Rien ne va plus pour Julie, la narratrice. Ryudaï, l'homme qu'elle aime depuis quelques mois, lui annonce qu'il a décidé d'héberger son ex petite amie, Akiyo, le temps pour elle de se poser et de trouver un emploi. Ryudaï est intransigeant : Julie doit accepter cet arrangement sinon il la quitte.
"Ryudaï et Akiyo, un amour qui a traversé l'océan. Ryudaï et moi, nous, on a traversé quoi ?"
Pour se rassurer, Julie, qui malgré son prénom est une japonaise, met cette situation sur le compte des mœurs américaines. Ayant vécu longtemps là-bas au point d'en avoir oublié presque sa langue natale, le jeune homme continue de vivre à la façon occidentale. C'est ce qui avait attiré Julie, car il ne ressemblait à aucun autre garçon de son âge. Il semblait plus mûr, plus sûr de lui. Mais aujourd'hui, cette singularité pèse dans leurs relations.

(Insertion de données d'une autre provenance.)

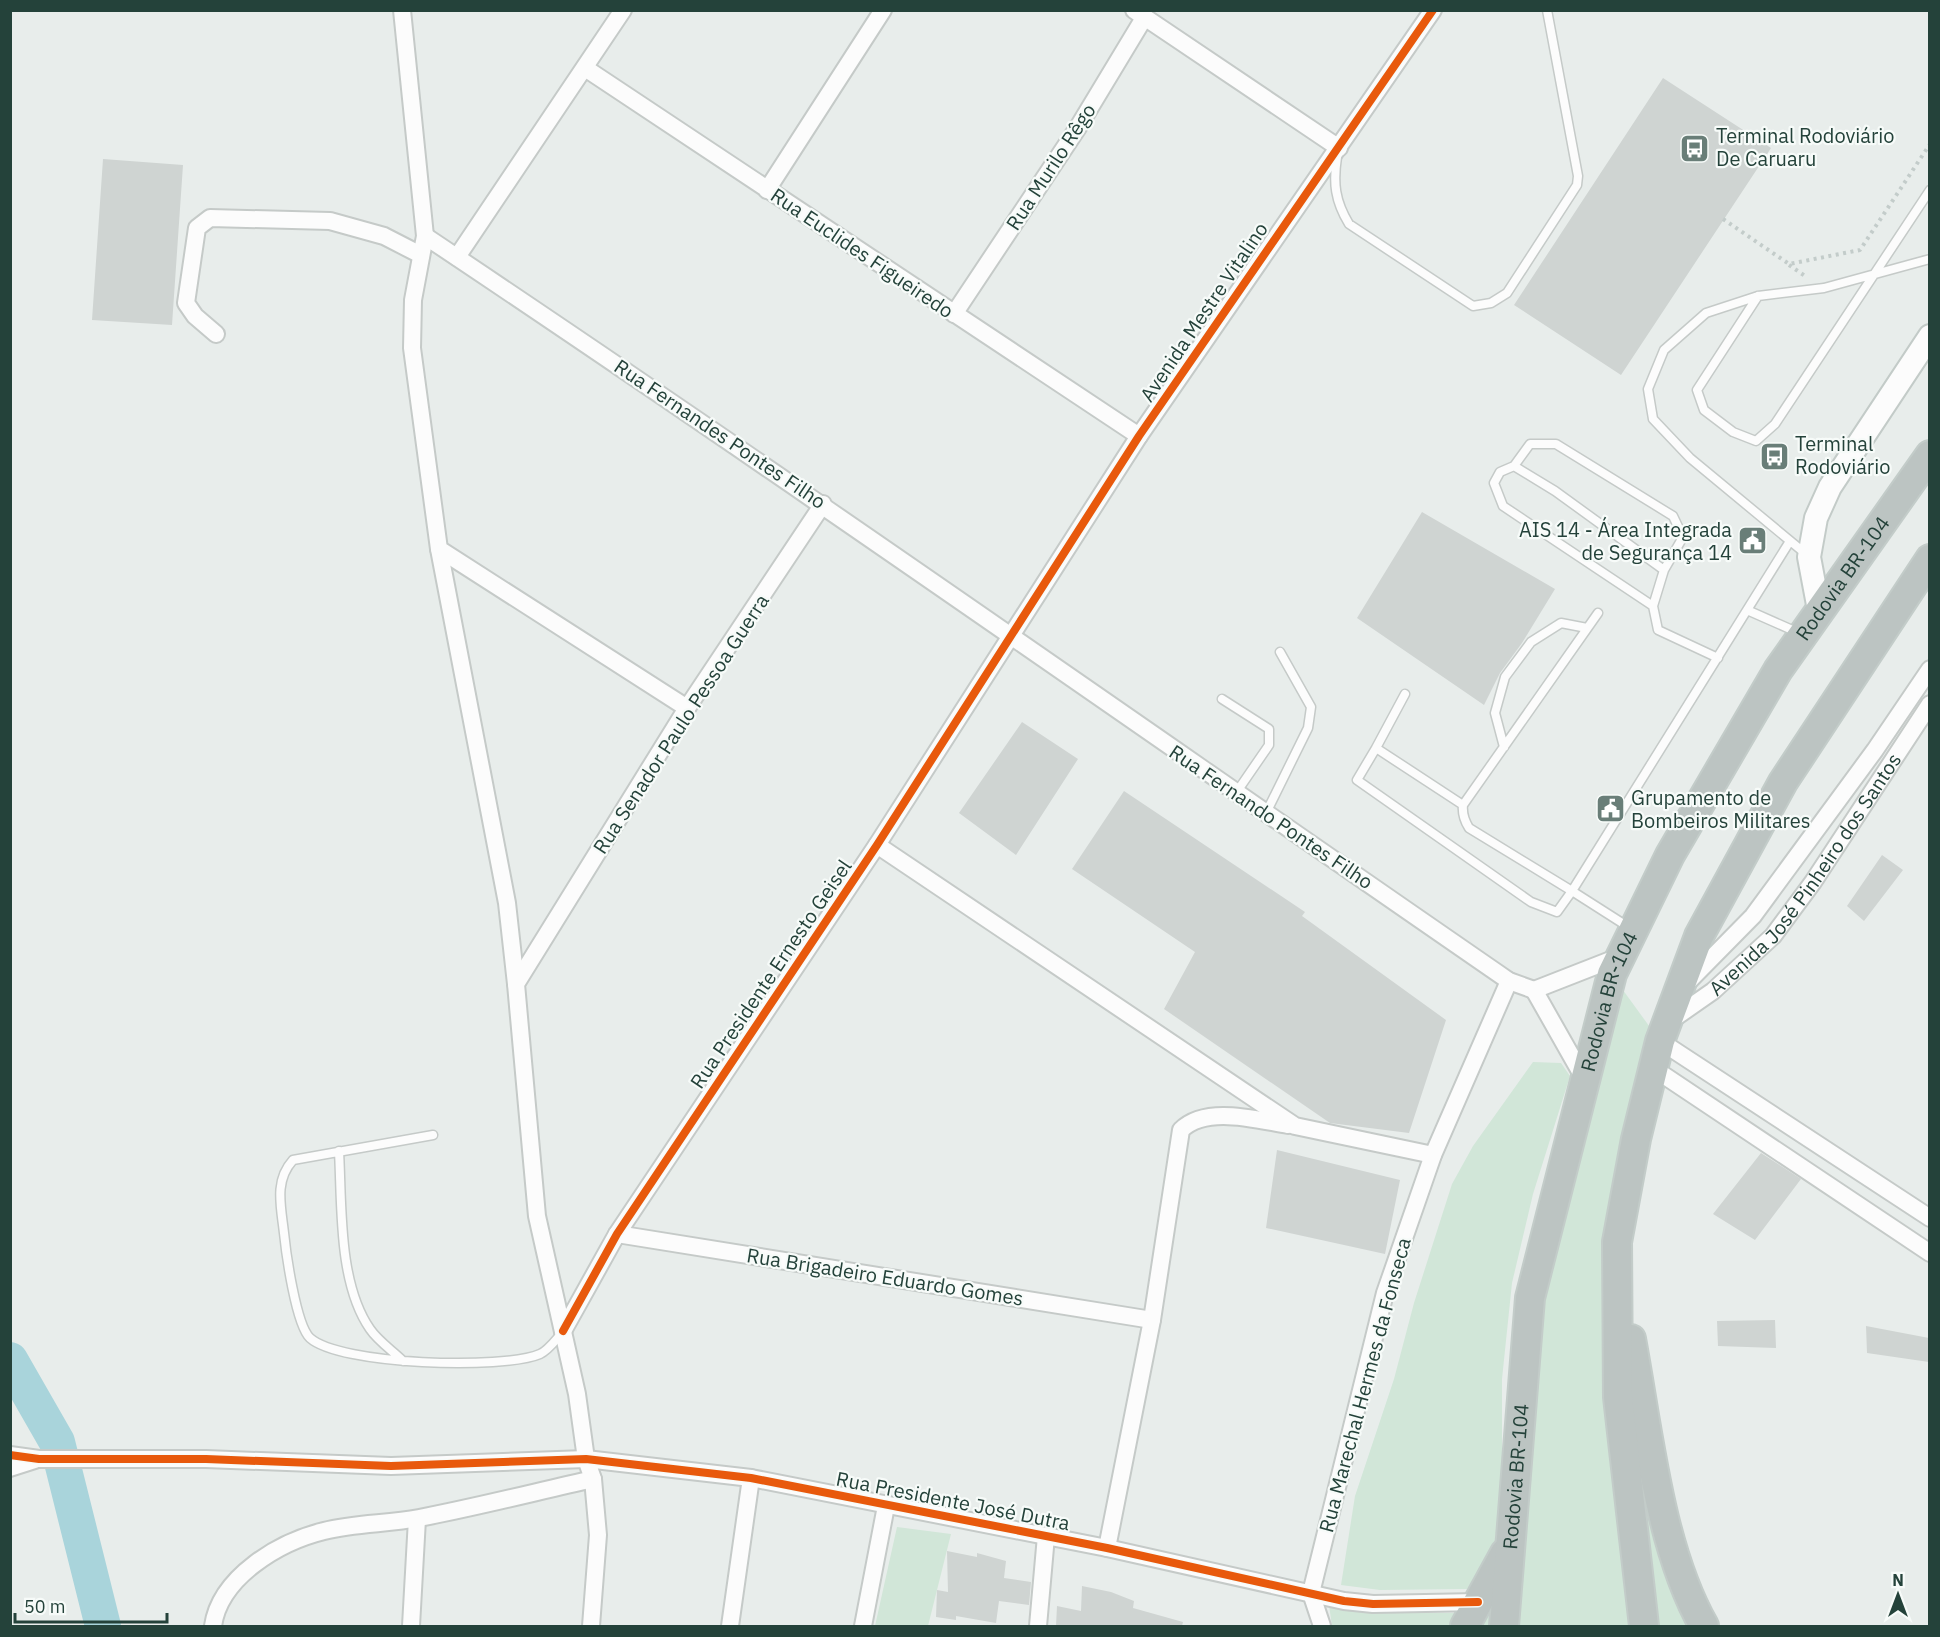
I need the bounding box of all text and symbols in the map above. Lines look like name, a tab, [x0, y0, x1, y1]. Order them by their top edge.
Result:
street label: Rua Murilo Rêgo	[1000, 98, 1102, 235]
place label: Terminal Rodoviário De Caruaru	[1716, 122, 1895, 172]
bus stop icon: Terminal Rodoviário De Caruaru	[1679, 132, 1711, 164]
street label: Rua Euclides Figueiredo	[766, 181, 959, 324]
street label: Avenida Mestre Vitalino	[1133, 217, 1274, 407]
street label: Rua Fernandes Pontes Filho	[609, 353, 831, 515]
place label: Terminal Rodoviário	[1795, 430, 1890, 480]
bus stop icon: Terminal Rodoviário	[1758, 440, 1790, 472]
street label: Rodovia BR-104	[1789, 511, 1896, 646]
place label: AIS 14 - Área Integrada de Segurança 14	[1519, 516, 1732, 566]
public building icon: AIS 14 - Área Integrada de Segurança 14	[1737, 525, 1769, 557]
street label: Rua Senador Paulo Pessoa Guerra	[586, 588, 775, 859]
street label: Rua Fernando Pontes Filho	[1164, 738, 1378, 895]
street label: Avenida José Pinheiro dos Santos	[1703, 748, 1907, 1001]
place label: Grupamento de Bombeiros Militares	[1631, 784, 1811, 834]
public building icon: Grupamento de Bombeiros Militares	[1594, 793, 1626, 825]
street label: Rua Presidente Ernesto Geisel	[684, 854, 858, 1094]
street label: Rodovia BR-104	[1574, 927, 1644, 1074]
street label: Rua Marechal Hermes da Fonseca	[1312, 1234, 1417, 1535]
street label: Rua Brigadeiro Eduardo Gomes	[745, 1241, 1025, 1312]
street label: Rodovia BR-104	[1496, 1403, 1535, 1550]
street label: Rua Presidente José Dutra	[834, 1465, 1073, 1536]
north arrow	[1868, 1565, 1928, 1625]
text: N	[1892, 1570, 1904, 1590]
scale bar	[15, 1586, 166, 1624]
text: 50 m	[24, 1595, 66, 1618]

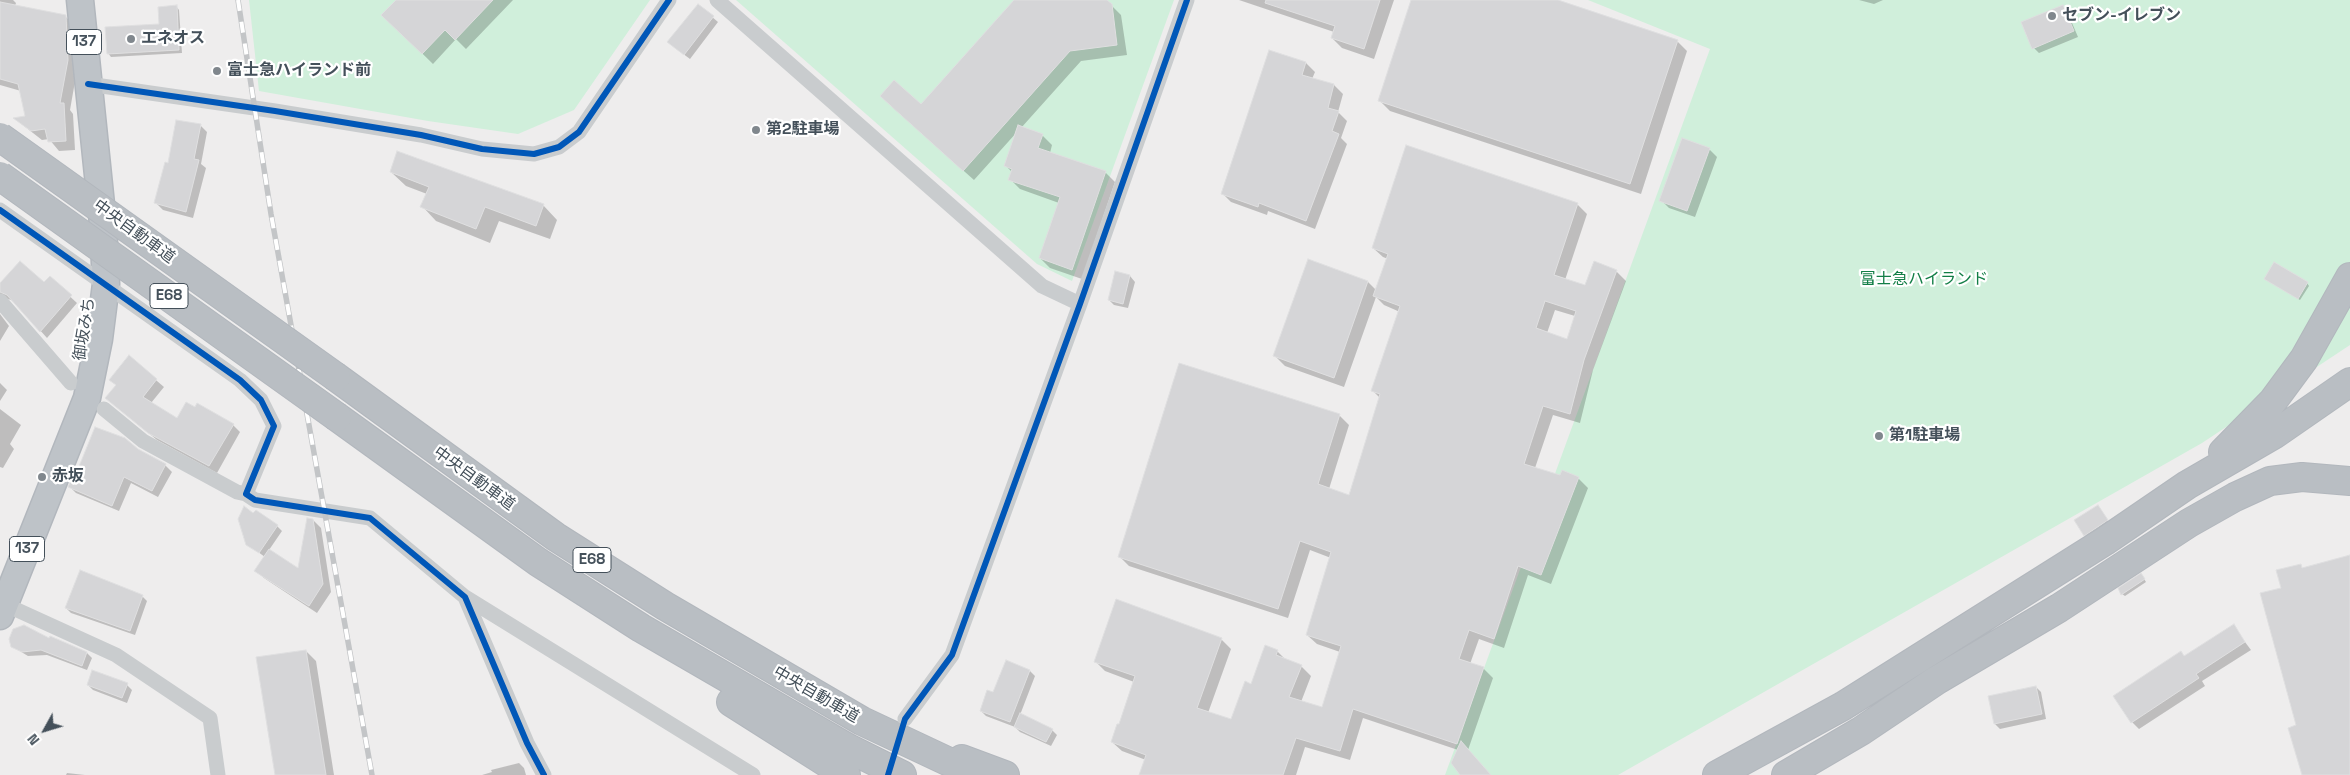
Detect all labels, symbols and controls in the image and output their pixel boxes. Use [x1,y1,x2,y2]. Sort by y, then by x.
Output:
place label: セブン-イレブン [2062,6,2181,26]
marker: セブン-イレブン [2046,10,2058,22]
place label: エネオス [141,29,205,49]
road number: 137 [66,30,102,54]
marker: エネオス [125,33,137,45]
place label: 富士急ハイランド前 [227,61,371,81]
marker: 富士急ハイランド前 [211,65,223,77]
place label: 第2駐車場 [766,120,840,140]
marker: 第2駐車場 [750,124,762,136]
street label: 中央自動車道 [90,196,178,268]
park label: 富士急ハイランド [1860,270,1988,290]
road number: E68 [150,284,188,308]
street label: 御坂みち [71,296,99,362]
place label: 第1駐車場 [1889,426,1960,446]
marker: 第1駐車場 [1873,430,1885,442]
street label: 中央自動車道 [430,443,518,515]
place label: 赤坂 [52,467,84,487]
marker: 赤坂 [36,471,48,483]
road number: 137 [10,536,44,562]
road number: E68 [573,548,611,572]
street label: 中央自動車道 [770,663,862,727]
north arrow [20,705,70,755]
text: N [23,730,43,749]

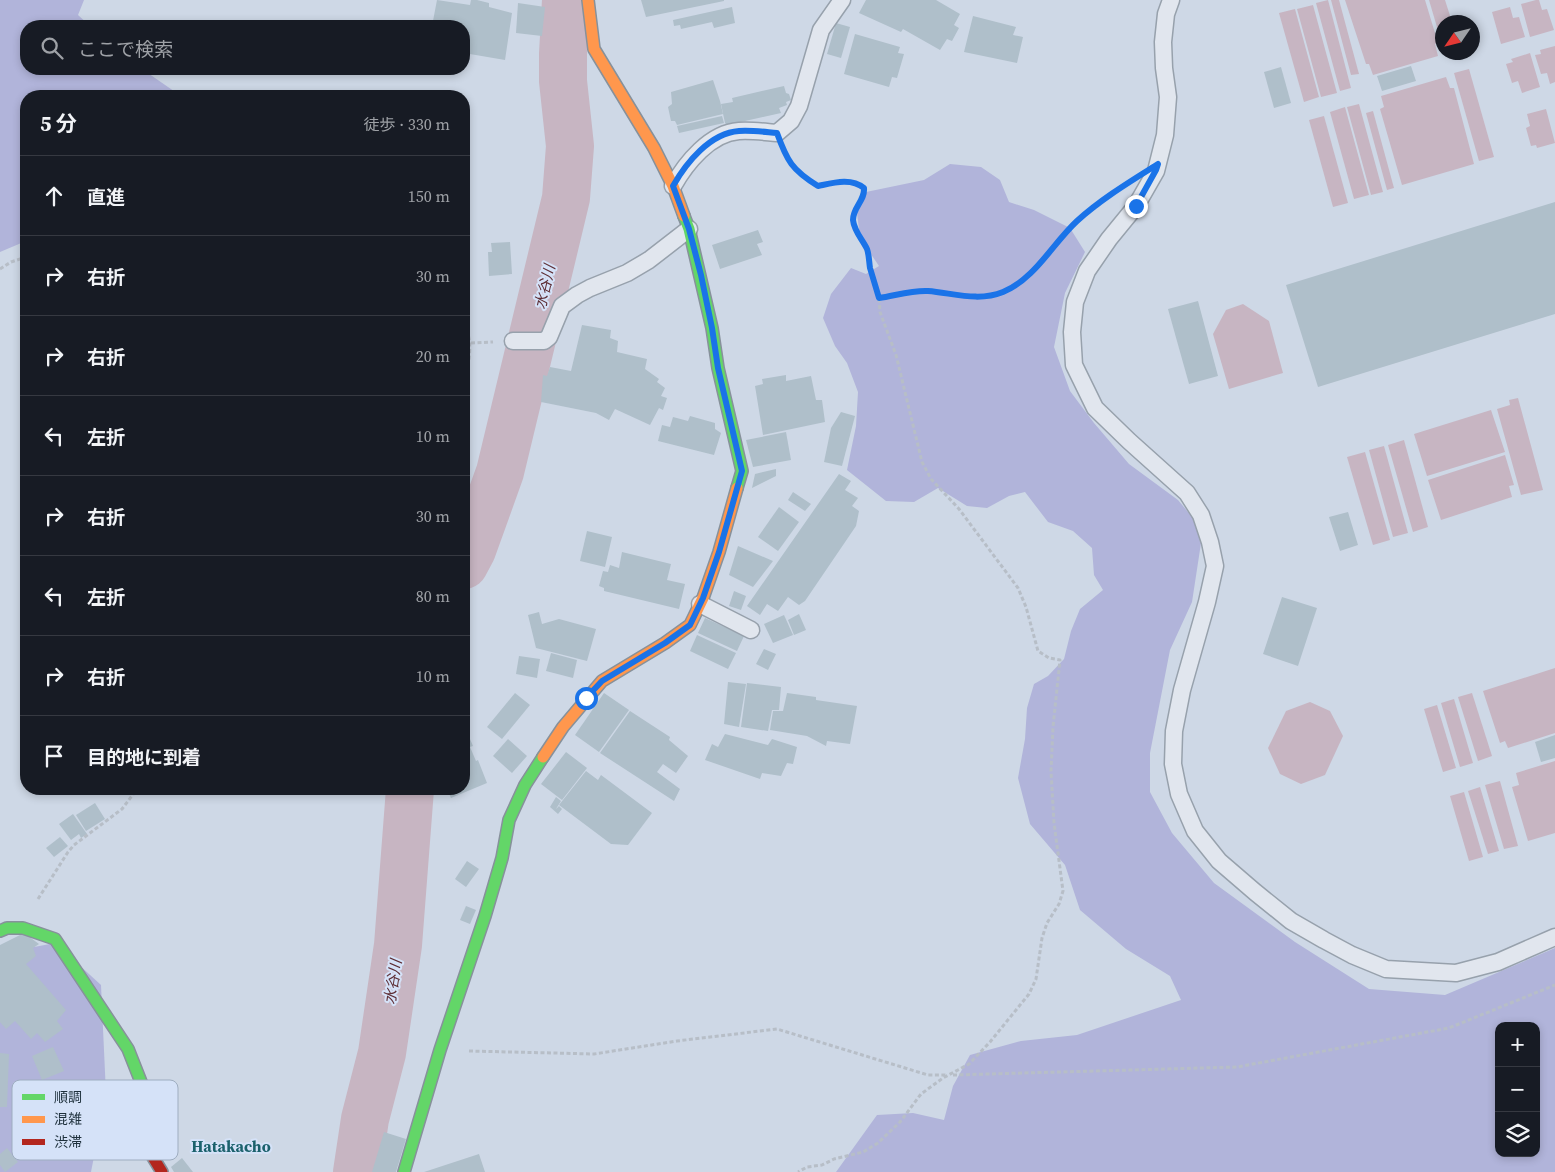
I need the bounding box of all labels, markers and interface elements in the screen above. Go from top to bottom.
north arrow [1435,15,1480,60]
search box [20,20,470,75]
icon: search [38,34,66,62]
text: ここで検索 [78,36,173,62]
text: 5 分 [40,109,77,138]
text: 徒歩 · 330 m [364,113,450,135]
icon: ahead [40,182,68,210]
text: 直進 [87,184,125,210]
text: 150 m [408,185,450,207]
route end [1125,195,1148,218]
water label: 水谷川 [529,261,560,311]
icon: right [40,262,68,290]
text: 右折 [87,264,125,290]
text: 30 m [416,265,450,287]
icon: right [40,342,68,370]
text: 右折 [87,344,125,370]
text: 20 m [416,345,450,367]
icon: left [40,422,68,450]
text: 左折 [87,424,125,450]
text: 10 m [416,425,450,447]
icon: right [40,502,68,530]
text: 右折 [87,504,125,530]
text: 30 m [416,505,450,527]
icon: left [40,582,68,610]
text: 左折 [87,584,125,610]
text: 80 m [416,585,450,607]
icon: right [40,662,68,690]
text: 右折 [87,664,125,690]
text: 10 m [416,665,450,687]
route start [575,687,598,710]
icon: arrive [40,742,68,770]
text: 目的地に到着 [87,744,201,770]
water label: 水谷川 [379,956,407,1006]
map controls [1495,1022,1540,1157]
button: + [1495,1022,1540,1067]
button: − [1495,1067,1540,1112]
legend [12,1080,178,1160]
text: 順調 [54,1087,82,1107]
text: 混雑 [54,1109,82,1129]
button: layers [1495,1112,1540,1157]
text: 渋滞 [54,1132,82,1152]
district label: Hatakacho [191,1135,271,1157]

Pourtant, la jeune femme pourrait refuser ce compromis. Responsable d'un magasin de vêtements dans un centre commercial, elle est bien installée dans la vie active, et connue pour ne pas se laisser marcher sur les pieds. Alors d'où vient cette dépendance sentimentale ? 
Pour elle, Akiyo est  une fille "mignonne, gentille, mais quelque part navrante", si bien qu'elle ne l'a jamais considérée comme une rivale potentielle. Elle a envie de croire son amoureux quand il lui jure amour et fidélité, même s'il rejoint le soir son ex dans l'appartement qu'ils partagent. Très vite, Julie comprend qu'elle ne peut pas se lamenter sur son sort. Ses amies, ses collègues, lui diraient de fuir, de le quitter. Son combat devient donc un combat solitaire.
"Le chaos. Qu'est-ce que ça veut dire? Par exemple, assis tous les trois sur le canapé, lui au milieu entre Akiyo et moi, si nous nous prenons bras dessus, bras dessous, le passé et le présent se chevaucheraient, c'est ça qui serait le chaos ?"

Julie en a marre des marques d'affection au compte goutte, des messages sans réponse, des rendez-vous presque en cachette pour ne pas gêner Akiyo. Elle décide de lui rendre une petite visite, histoire de constater par elle-même à quoi ressemble maintenant l'appartement de célibataire de son petit ami. Il est temps pour elle de ne plus se laisser faire, et surtout de comprendre quel est le type de colocation vécue par Ryudaï et Akiyo. Peut-on vraiment parler d'amour ?
"Vouloir être aimée de cette façon, c'était faire faillite un jour ou l'autre, comme moi aujourd'hui." 

Pauvre chose est un roman frais et dynamique. La narratrice porte toute seule cette histoire rocambolesque. On la voit mûrir et prendre de l'assurance au fil des pages. Julie devient moins naïve et moins complaisante.
Qui est alors la pauvre chose ? Est-ce le petit ami incapable de trancher, et qui tente coûte que coûte de rendre normale une colocation qui ne l'est pas ? Est-ce Akiyo qui peine à trouver un emploi stable et à mener une vie indépendante ? Est-ce enfin Julie, la victime collatérale d'une situation qu'elle n'a pas voulue et qu'elle se sent obligée de supporter ?
Finalement, c'est au lecteur de décider, et de se laisser emporter par la traduction de Patrick Honnoré.